Material for this task:
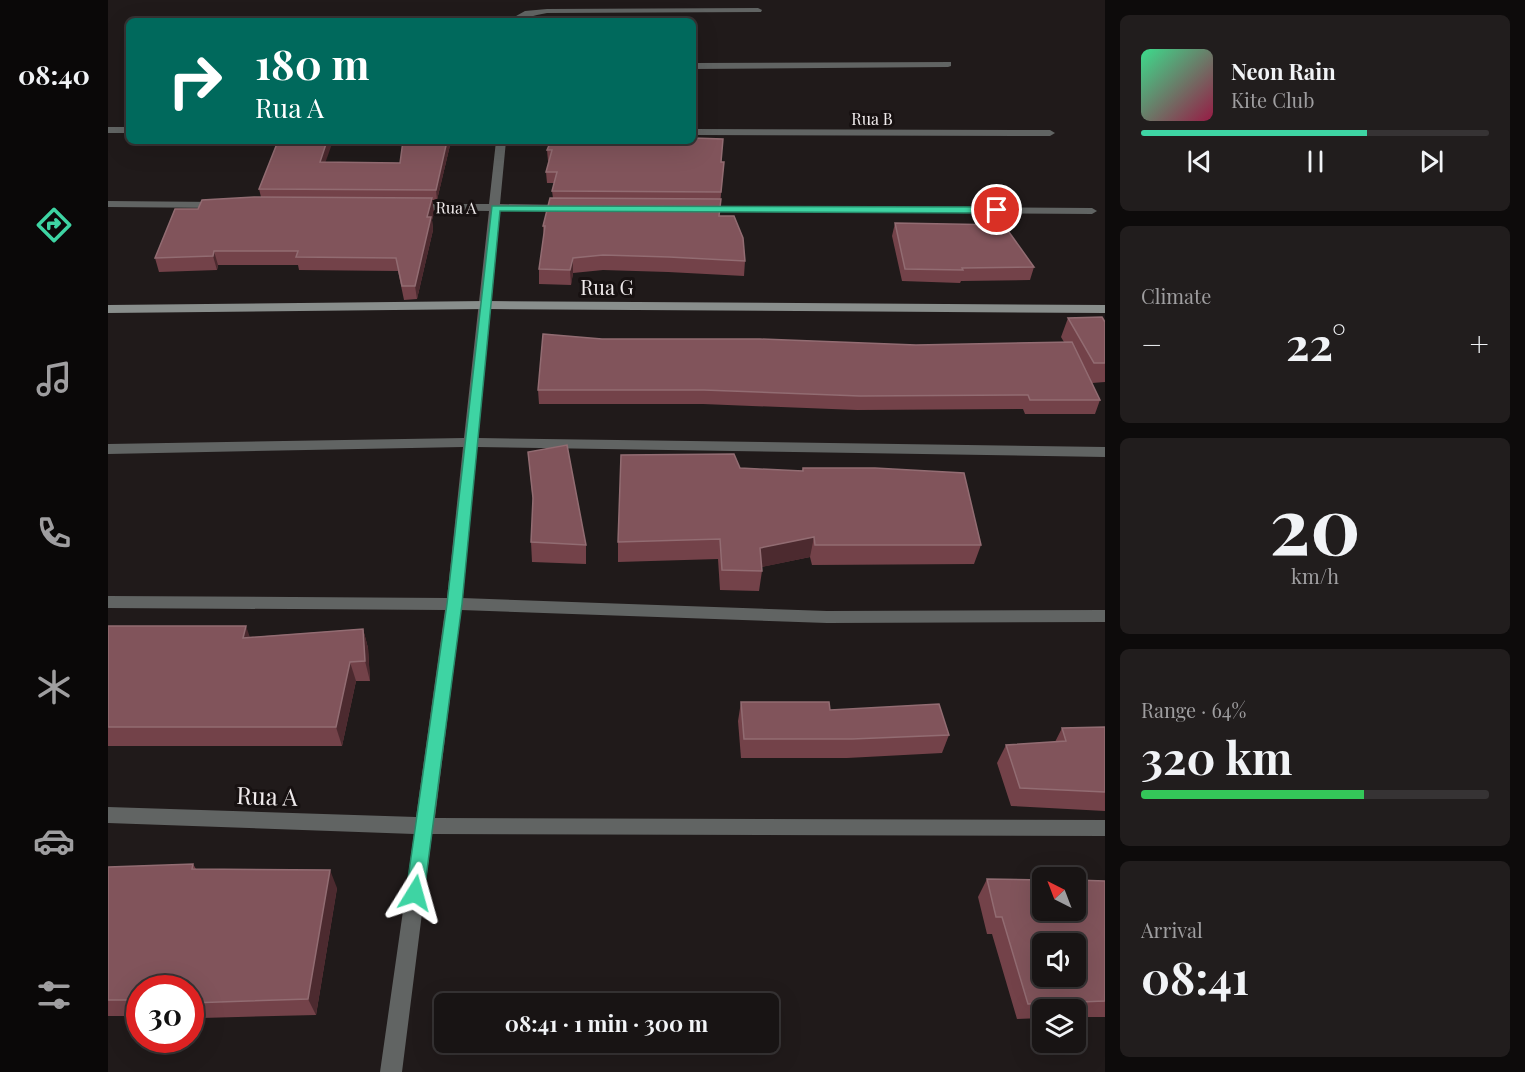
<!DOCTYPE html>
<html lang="en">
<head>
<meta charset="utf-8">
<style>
  :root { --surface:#181414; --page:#211d1d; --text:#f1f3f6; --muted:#9f9ea0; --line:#363334; --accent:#3ed4a3 }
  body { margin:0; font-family:"Playfair Display",serif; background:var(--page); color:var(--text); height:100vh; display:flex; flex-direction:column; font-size:22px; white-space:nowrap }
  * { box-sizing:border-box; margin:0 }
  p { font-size:20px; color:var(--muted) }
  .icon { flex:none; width:33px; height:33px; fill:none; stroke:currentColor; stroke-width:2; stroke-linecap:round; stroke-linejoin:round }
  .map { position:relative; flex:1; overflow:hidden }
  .sheet { display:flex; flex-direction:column; gap:15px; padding:15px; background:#0d0b0b; width:420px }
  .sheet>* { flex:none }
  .hud { position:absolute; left:18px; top:18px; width:570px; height:126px; border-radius:9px; box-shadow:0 6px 24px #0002,0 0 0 2px var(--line); background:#00695c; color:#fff; overflow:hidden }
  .needle { width:39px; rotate:318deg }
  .controls { position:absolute; left:924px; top:867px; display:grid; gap:12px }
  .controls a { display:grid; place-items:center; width:54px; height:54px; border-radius:9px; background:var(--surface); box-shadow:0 6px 24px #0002,0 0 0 2px var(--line); font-size:30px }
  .speed { position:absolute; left:18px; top:975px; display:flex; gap:12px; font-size:30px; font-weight:700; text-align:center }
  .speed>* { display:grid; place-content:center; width:78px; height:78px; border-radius:50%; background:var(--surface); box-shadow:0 6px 24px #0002,0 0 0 2px var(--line); line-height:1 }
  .speed .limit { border:9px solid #d22; background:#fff; color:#111 }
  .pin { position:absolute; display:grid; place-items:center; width:51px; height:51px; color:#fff; margin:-26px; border:3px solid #fff; border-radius:50%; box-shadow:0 2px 6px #0007 }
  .me { position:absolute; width:66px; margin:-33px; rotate:8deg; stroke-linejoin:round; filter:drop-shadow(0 0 4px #0008) }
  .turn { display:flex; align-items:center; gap:21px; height:126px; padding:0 30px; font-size:27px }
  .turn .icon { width:78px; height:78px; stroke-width:2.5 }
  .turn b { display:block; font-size:42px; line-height:51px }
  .big { font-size:45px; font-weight:700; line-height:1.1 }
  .sheet .card { flex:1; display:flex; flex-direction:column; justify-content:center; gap:9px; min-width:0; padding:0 21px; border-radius:9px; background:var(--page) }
  .sheet .dial { align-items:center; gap:0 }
  .dial b { font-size:78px; line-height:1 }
  .song { display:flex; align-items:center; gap:18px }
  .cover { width:72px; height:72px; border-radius:9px; background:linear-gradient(135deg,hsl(150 70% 55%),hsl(340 70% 35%)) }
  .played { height:6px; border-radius:3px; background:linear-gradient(90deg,var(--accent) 65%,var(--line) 65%) }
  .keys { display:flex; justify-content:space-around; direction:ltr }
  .heat { display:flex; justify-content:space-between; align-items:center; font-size:33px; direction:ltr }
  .charge { height:9px; border-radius:4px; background:linear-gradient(90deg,#34c759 64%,var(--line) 0) }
  .trip { position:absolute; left:326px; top:993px; width:345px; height:60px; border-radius:9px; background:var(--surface); box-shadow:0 6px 24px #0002,0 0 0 2px var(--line); font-weight:700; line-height:60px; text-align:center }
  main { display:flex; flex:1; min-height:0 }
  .tabs { display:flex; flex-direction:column; width:108px; justify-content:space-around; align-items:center; background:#0a0808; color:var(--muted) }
  .tabs .icon { width:42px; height:42px }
  .tabs .current { color:var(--accent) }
  .tabs b { font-size:27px; color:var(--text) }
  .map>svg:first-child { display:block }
</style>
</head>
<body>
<main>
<nav class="tabs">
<b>08:40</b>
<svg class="icon current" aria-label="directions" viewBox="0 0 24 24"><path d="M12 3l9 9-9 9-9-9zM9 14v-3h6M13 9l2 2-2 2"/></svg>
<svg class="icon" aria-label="music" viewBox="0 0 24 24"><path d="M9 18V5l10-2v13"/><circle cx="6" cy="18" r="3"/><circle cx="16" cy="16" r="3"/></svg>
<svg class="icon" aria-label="phone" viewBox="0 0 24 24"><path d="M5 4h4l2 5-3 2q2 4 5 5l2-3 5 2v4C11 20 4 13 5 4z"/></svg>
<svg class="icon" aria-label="climate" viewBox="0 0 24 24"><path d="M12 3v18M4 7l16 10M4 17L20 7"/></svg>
<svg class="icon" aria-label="car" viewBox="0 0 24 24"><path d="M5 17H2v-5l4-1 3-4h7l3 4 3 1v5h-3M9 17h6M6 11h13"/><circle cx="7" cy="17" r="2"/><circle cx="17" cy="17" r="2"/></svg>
<svg class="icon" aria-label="filters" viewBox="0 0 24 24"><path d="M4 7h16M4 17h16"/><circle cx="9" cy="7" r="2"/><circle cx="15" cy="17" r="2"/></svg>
</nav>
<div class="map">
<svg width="997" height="1072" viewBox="0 0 997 1072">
  <rect width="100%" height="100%" fill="#201a1a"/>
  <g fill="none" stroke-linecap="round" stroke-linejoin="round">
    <g fill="#616463" fill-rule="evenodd">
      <path d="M 650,8 L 654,10 L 653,12 L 439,13 C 425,15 413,21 399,21 L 417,11 L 439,9 Z"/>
      <path d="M 843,62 L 843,66 L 840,67 L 585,69 L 585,63 Z"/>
      <rect x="0" y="127" width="21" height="6"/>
      <path d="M 585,129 L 942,130 L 947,133 L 942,136 L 585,135 Z"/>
      <path d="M 388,141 L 398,141 L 392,204 L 459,205 L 464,208 L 459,211 L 391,211 L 370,438 L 997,447 L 997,457 L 369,447 L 354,598 L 719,611 L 997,610 L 997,622 L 719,623 L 353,610 L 327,818 L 997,820 L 997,836 L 324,834 L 294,1072 L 272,1072 L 306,834 L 0,823 L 0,807 L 308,817 L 337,610 L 0,608 L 0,596 L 339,598 L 355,447 L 0,454 L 0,444 L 356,438 L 381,211 L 306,210 L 301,207 L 306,204 L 381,204 Z"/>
      <path d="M 0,201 L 111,202 L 116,205 L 111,208 L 0,207 Z"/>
      <path d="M 591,206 L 984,208 L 989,211 L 984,214 L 587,211 L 587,207 Z"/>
    </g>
    <path fill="#898e8c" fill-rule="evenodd" d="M 379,301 L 997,305 L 997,313 L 379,309 L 0,313 L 0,305 Z"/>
  </g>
  <g fill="#734249">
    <path d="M 343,141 L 329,200 L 324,200 L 326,212 L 324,220 L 325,230 L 309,299 L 296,300 L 290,271 L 191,270 L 190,265 L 110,265 L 109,270 L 51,272 L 47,258 L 90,209 L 153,197 L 151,189 L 217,162 L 292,163 Z"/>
    <path d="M 439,150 L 616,162 L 611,216 L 637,261 L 636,276 L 560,272 L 495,270 L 465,273 L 463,285 L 431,284 L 431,269 L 436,237 L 435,226 L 445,198 L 444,191 L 446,183 L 439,183 L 438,172 L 441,161 L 440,161 Z"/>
    <path d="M 787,223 L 926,267 L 922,280 L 853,281 L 852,283 L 794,281 L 784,236 Z"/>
    <path d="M 960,318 L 997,322 L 997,382 L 984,383 L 992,400 L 987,414 L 917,414 L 915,409 L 749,410 L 595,404 L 431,404 L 430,390 L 494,339 L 808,345 L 956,342 L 953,337 Z"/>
    <path d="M 420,452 L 478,545 L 478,564 L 424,562 L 423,542 L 425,503 Z"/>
    <path d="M 632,468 L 694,471 L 695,468 L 873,545 L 866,564 L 704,565 L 702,557 L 653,567 L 654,571 L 651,591 L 612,590 L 610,559 L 510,562 L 510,542 Z"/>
    <path d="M 0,626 L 142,637 L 255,629 L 260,648 L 262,681 L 248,681 L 234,746 L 0,746 Z"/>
    <path d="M 633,702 L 722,710 L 841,735 L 834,753 L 739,758 L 633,758 L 630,721 Z"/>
    <path d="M 997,727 L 997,811 L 903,806 L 889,763 L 898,745 L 947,742 L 954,728 Z"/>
    <path d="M 85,864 L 88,869 L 229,888 L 208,1015 L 93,1018 L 91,1016 L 82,1016 L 82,988 L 32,988 L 32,1016 L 0,1016 L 0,867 Z"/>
    <path d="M 879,879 L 997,881 L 997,1017 L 968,1017 L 968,1010 L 934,1010 L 934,1018 L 909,1019 L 884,934 L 879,934 L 870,897 Z"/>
  </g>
  <g fill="#4c2a2f">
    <path d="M 219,141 L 225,141 L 214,172 L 212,162 Z"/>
    <path d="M 339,141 L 343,141 L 329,200 L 328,190 Z"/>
    <path d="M 324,198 L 326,212 L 324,220 L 325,230 L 309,299 L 307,286 L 319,217 Z"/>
    <path d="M 106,251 L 110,265 L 109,270 L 105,256 Z"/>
    <path d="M 465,258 L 465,273 L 463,285 L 462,270 Z"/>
    <path d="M 706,537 L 702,557 L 649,568 L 652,548 Z"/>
    <path d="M 138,626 L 145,646 L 135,638 Z"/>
    <path d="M 255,629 L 260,648 L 262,681 L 257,661 Z"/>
    <path d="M 242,662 L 248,681 L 234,746 L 228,727 Z"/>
    <path d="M 222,870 L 229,888 L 208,1015 L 200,999 Z"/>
  </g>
  <g fill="#81545b" stroke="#926c72" stroke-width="1.5" fill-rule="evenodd">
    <path d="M 585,138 L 615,139 L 613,162 L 616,162 L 613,192 L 444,191 L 449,172 L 438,172 L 444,150 L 439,150 L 443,141 L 585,141 Z"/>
    <path d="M 170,141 L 219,141 L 212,162 L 292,163 L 295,141 L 339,141 L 328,190 L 151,189 Z"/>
    <path d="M 146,197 L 324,198 L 319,217 L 323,217 L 307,286 L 294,286 L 288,258 L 188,257 L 190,251 L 106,251 L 105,256 L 47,258 L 67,209 L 90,209 L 94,200 Z"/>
    <path d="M 442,198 L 613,199 L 611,216 L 626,216 L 635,238 L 637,261 L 561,257 L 495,255 L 465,258 L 462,270 L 431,269 L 437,226 L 435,226 Z"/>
    <path d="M 787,223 L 896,225 L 926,267 L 854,268 L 855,270 L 797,269 Z"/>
    <path d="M 994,317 L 997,322 L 997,363 L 986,363 L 960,318 Z"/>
    <path d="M 435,334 L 494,339 L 652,339 L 808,345 L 964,342 L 992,400 L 922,400 L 920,395 L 752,396 L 596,390 L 430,390 Z"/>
    <path d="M 459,445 L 478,545 L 423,542 L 425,498 L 420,452 Z"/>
    <path d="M 626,454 L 632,468 L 695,471 L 695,468 L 767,468 L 856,473 L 873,545 L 707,545 L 706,537 L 652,548 L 654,571 L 614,570 L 612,539 L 510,542 L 513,455 Z"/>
    <path d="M 0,626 L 138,626 L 135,638 L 255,629 L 257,661 L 242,662 L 228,727 L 0,727 Z"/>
    <path d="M 633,702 L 721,702 L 722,710 L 831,704 L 841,735 L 744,739 L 636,739 Z"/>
    <path d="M 997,727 L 997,792 L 912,788 L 898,745 L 958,741 L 954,728 Z"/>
    <path d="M 85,864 L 84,869 L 222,870 L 200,999 L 82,1003 L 82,988 L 32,988 L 32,1000 L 0,1000 L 0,867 Z"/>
    <path d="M 879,879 L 934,880 L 934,910 L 968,910 L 968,880 L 997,881 L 997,1001 L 920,1004 L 894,917 L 888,917 ZM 934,944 L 968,944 L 968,976 L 934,976 Z"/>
  </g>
  <path fill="#3ed4a3" stroke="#288a6a" stroke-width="1.5" d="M 384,206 L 889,207 L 894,210 L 889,213 L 392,211 L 354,604 L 316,893 L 313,899 L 307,902 L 301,899 L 298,893 L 339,604 Z"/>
  <g text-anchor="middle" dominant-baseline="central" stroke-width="6" stroke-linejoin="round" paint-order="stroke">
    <g font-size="16" fill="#f0ebec" stroke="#171111">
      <text x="764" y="118">Rua B</text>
      <text transform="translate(348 207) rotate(1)">Rua A</text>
    </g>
    <g font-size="20" fill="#f0ebec" stroke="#171111">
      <text x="499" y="286">Rua G</text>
    </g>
    <g font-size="24" fill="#f0ebec" stroke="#171111">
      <text transform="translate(159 795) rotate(2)">Rua A</text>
    </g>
  </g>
</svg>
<div class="controls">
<a><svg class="needle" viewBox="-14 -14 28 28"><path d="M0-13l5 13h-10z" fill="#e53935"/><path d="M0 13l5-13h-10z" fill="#9f9ea0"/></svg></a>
<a><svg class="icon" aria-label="sound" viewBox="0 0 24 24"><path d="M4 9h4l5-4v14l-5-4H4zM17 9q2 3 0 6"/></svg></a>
<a><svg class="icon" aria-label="layers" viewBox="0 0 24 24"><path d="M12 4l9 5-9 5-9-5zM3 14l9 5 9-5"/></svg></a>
</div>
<div class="speed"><div class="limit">30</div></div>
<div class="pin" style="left:889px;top:210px;background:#d93025"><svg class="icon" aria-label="arrive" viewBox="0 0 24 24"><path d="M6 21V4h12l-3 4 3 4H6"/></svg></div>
<svg class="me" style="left:307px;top:893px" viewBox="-20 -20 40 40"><path d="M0-17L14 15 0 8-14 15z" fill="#3ed4a3" stroke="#fff" stroke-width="4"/></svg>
<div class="trip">08:41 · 1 min · 300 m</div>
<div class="hud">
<div class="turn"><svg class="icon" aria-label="right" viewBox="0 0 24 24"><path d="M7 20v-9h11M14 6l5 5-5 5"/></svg><div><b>180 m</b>Rua A</div></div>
</div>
</div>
<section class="sheet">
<div class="card">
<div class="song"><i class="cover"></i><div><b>Neon Rain</b><p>Kite Club</p></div></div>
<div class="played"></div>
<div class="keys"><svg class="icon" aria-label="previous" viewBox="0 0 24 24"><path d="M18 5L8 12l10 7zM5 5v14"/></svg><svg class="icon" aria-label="pause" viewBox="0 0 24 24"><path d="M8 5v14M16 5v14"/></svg><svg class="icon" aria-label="next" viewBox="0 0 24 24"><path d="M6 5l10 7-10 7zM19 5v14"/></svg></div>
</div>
<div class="card"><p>Climate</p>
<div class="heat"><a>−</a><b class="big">22°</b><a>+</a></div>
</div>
<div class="card dial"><b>20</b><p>km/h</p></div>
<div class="card"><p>Range · 64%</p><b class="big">320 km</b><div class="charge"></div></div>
<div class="card"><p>Arrival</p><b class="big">08:41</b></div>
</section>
</main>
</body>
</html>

Work to be completed: Read the listing. Copy each line that has the word "body" in it.

Written answer:
  body { margin:0; font-family:"Playfair Display",serif; background:var(--page); color:var(--text); height:100vh; display:flex; flex-direction:column; font-size:22px; white-space:nowrap }
<body>
</body>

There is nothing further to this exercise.